# N-BaIoT: Network-based Detection of IoT Botnet Attacks Using Deep Autoencoders
## Yair Meidan, Michael Bohadana, Yael Mathov, Yisroel Mirsky, Dominik Breitenbacher, Asaf Shabtai, and Yuval Elovici
## IEEE PERVASIVE COMPUTING, VOL. 13, NO. 9, JULY-SEPTEMBER 2018
## [Dataset available](http://archive.ics.uci.edu/ml/datasets/detection_of_IoT_botnet_attacks_N_BaIoT#)

## Data Sources
- Traffic Collected from 2 separate Botnet Attacks across 9 devices
 - Mirai
    - Danmini Doorbell
    - Ecobee Thermostat
    - Ennio Dorbell
    - Philips B120N10 Baby Monitor
    - Provision PT_737E Security Camera
    - Provision PT_838 Security Camera
    - Simplehome XCS_1002_WHT Security Camera
    - Simplehome XCS_1003_WHT Security Camera
 - Bashlite
    - Danmini Doorbell
    - Ecobee Thermostat
    - Philips B120N10 Baby Monitor
    - Provision PT_737E Security Camera
    - Provision PT_838 Security Camera
    - Samsung SNH_1011_N Webcam
    - Simplehome XCS_1002_WHT Security Camera
    - Simplehome XCS_1003_WHT Security Camera

## Attribute Description (From "N-BaIoT: Network-based Detection of IoT Botnet Attacks Using Deep Autoencoders")
- The following describes each of the features headers:
 - Stream aggregation:
	- H: ("Source IP" in N-BaIoT paper) Stats summarizing the recent traffic from this packet's host (IP)
	- MI: ("Source MAC-IP" in N-BaIoT paper) Stats summarizing the recent traffic from this packet's host (IP + MAC)
	- HH: ("Channel" in N-BaIoT paper) Stats summarizing the recent traffic going from this packet's host (IP) to the 
	packet's destination host.
	- HH_jit: ("Channel jitter" in N-BaIoT paper) Stats summarizing the jitter of the traffic going from this packet's
	 host (IP) to the packet's destination host.
	- HpHp: ("Socket" in N-BaIoT paper) Stats summarizing the recent traffic going from this packet's host+port (IP) 
	to the packet's destination host+port. Example 192.168.4.2:1242 -> 192.168.4.12:80
- Time-frame (The decay factor Lambda used in the damped window): 
	- How much recent history of the stream is capture in these statistics
	- L5, L3, L1, L0.1 and L0.01
- The statistics extracted from the packet stream:
	- weight: The weight of the stream (can be viewed as the number of items observed in recent history)
	- mean: ...
	- std: ...
	- radius: The root squared sum of the two streams' variances
	- magnitude: The root squared sum of the two streams' mea  ns 
	- cov: An approximated covariance between two streams
	- pcc: An approximated correlation coefficient between two streams   

In [1]:
import dask.dataframe as dd

In [2]:
bashlite_devices = ['danmini_doorbell', 'ecobee_thermostat', 'ennio_doorbell', 'philips_B120N10_baby_monitor', 
            'provision_PT_737E_security_camera', 'provision_PT_838_security_camera', 'samsung_SNH_1011_N_webcam',
            'simplehome_XCS_1002_WHT_security_camera', 'simplehome_XCS_1003_WHT_security_camera']

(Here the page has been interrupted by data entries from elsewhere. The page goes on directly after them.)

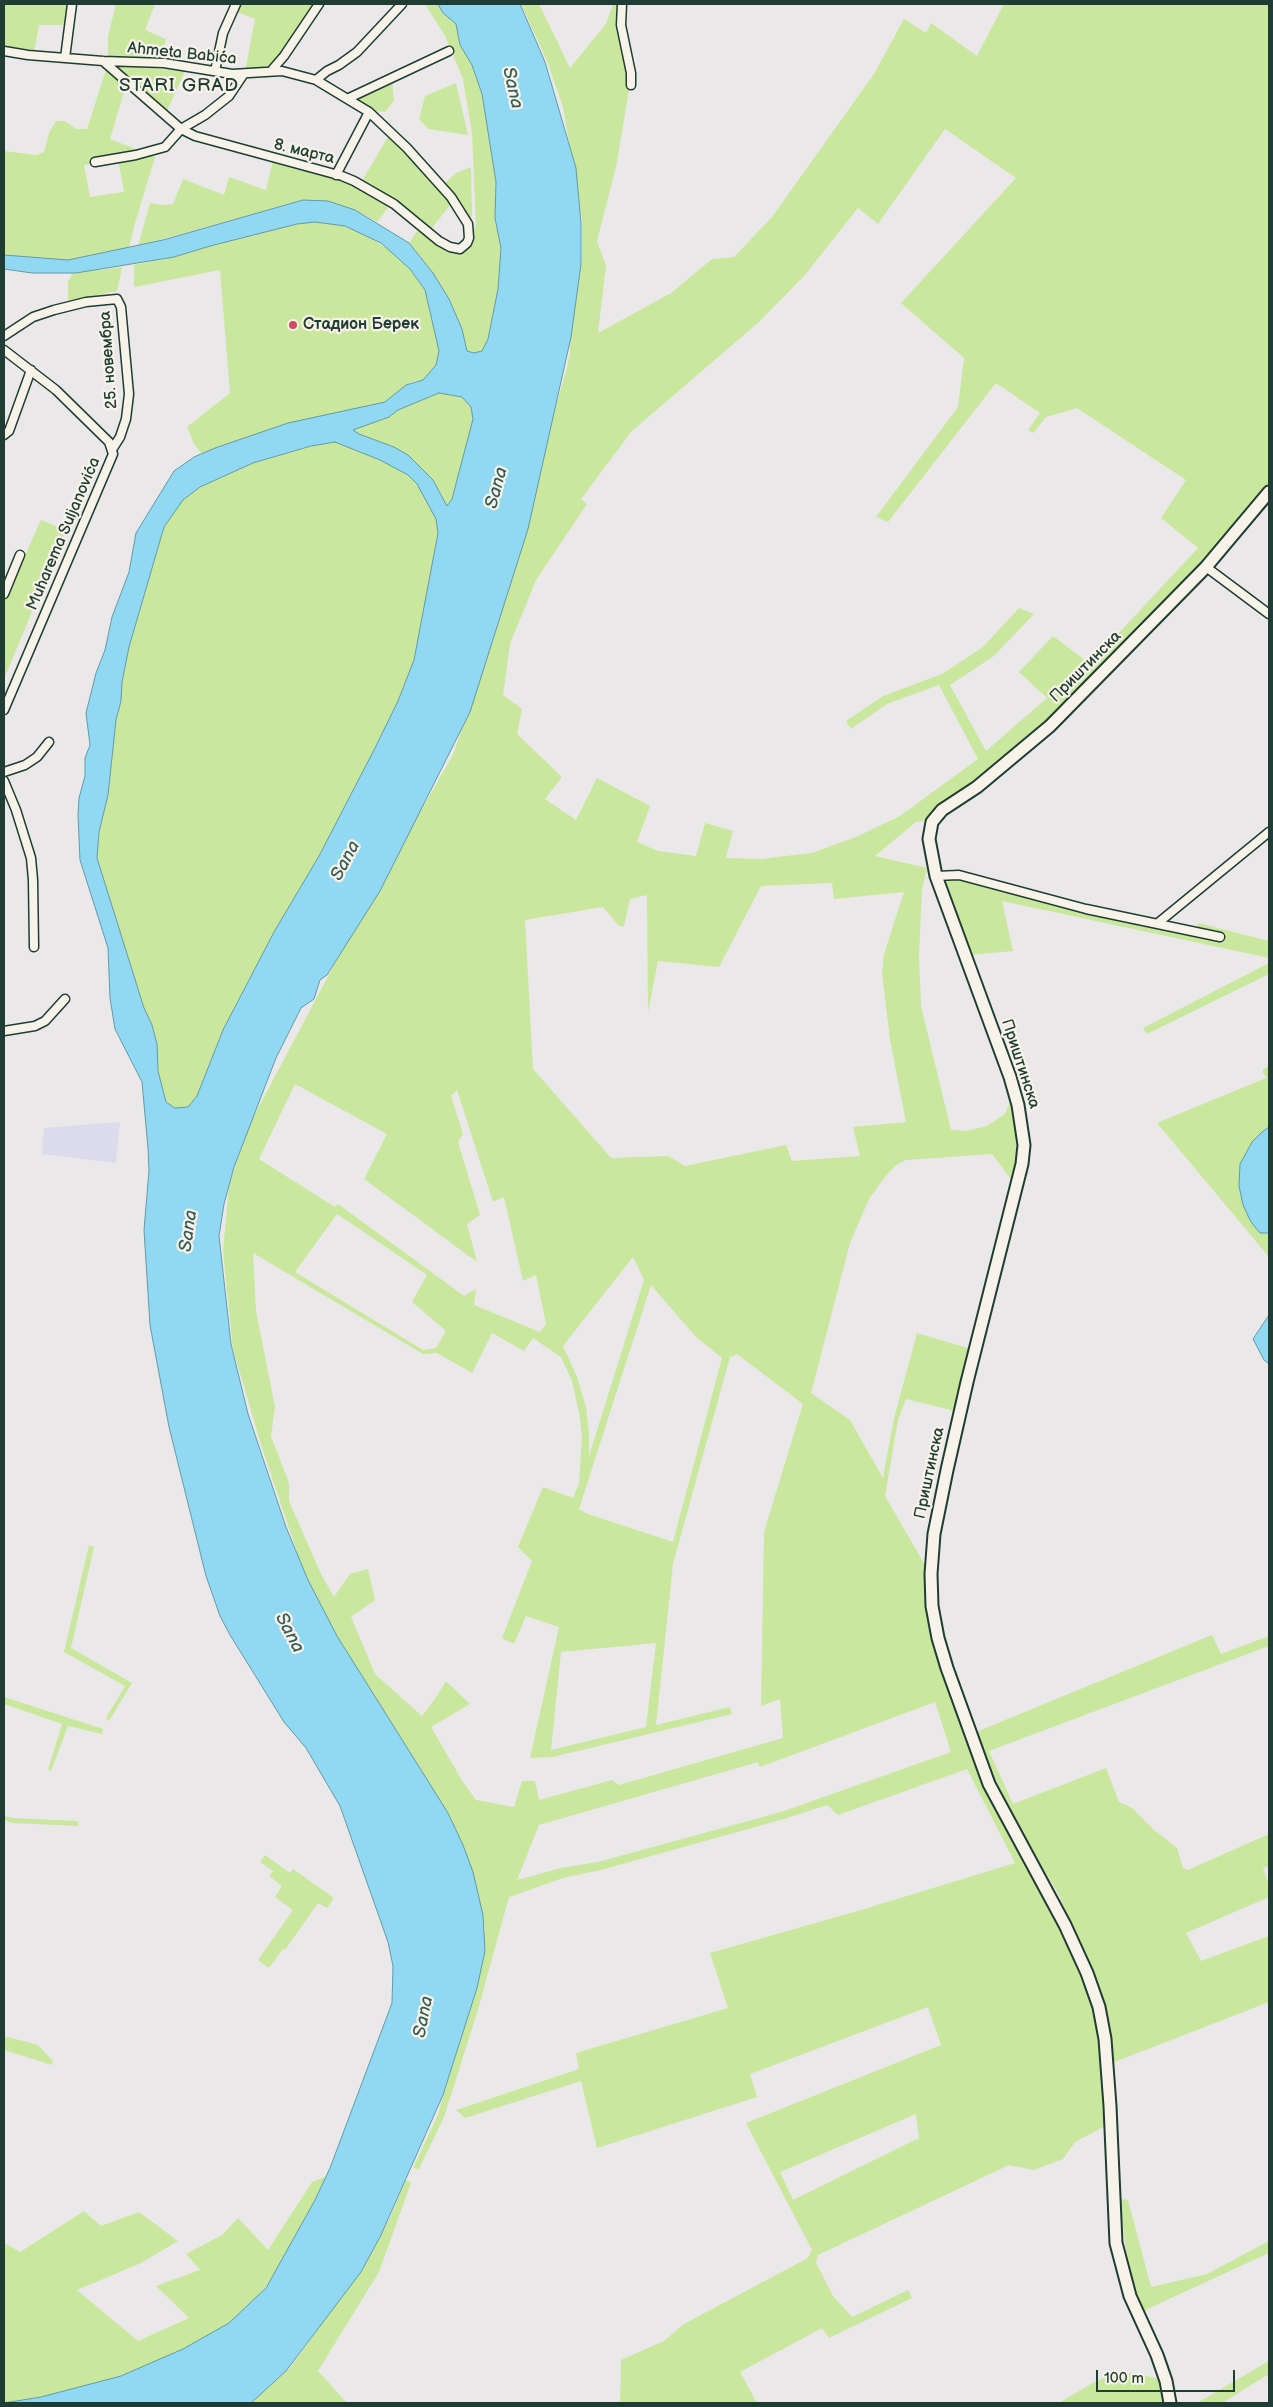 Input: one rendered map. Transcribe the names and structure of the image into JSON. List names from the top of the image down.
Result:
{
  "streets": {
    "street": [
      "Ahmeta Babića",
      "8. марта",
      "25. новембра",
      "Muharema Suljanovića",
      "Приштинска"
    ]
  },
  "crossings": [
    ["Ahmeta Babića", "8. марта"],
    ["25. новембра", "Muharema Suljanovića"]
  ],
  "districts": ["STARI GRAD"],
  "water": ["Sana"],
  "places": ["Стадион Берек"],
  "scale_bar": "100 m"
}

mirai_devices = ['danmini_doorbell', 'ecobee_thermostat', 'philips_B120N10_baby_monitor', 
            'provision_PT_737E_security_camera', 'provision_PT_838_security_camera',
            'simplehome_XCS_1002_WHT_security_camera', 'simplehome_XCS_1003_WHT_security_camera']

benign = ['danmini_doorbell', 'ecobee_thermostat', 'ennio_doorbell', 'philips_B120N10_baby_monitor', 
            'provision_PT_737E_security_camera', 'provision_PT_838_security_camera', 'samsung_SNH_1011_N_webcam',
            'simplehome_XCS_1002_WHT_security_camera', 'simplehome_XCS_1003_WHT_security_camera']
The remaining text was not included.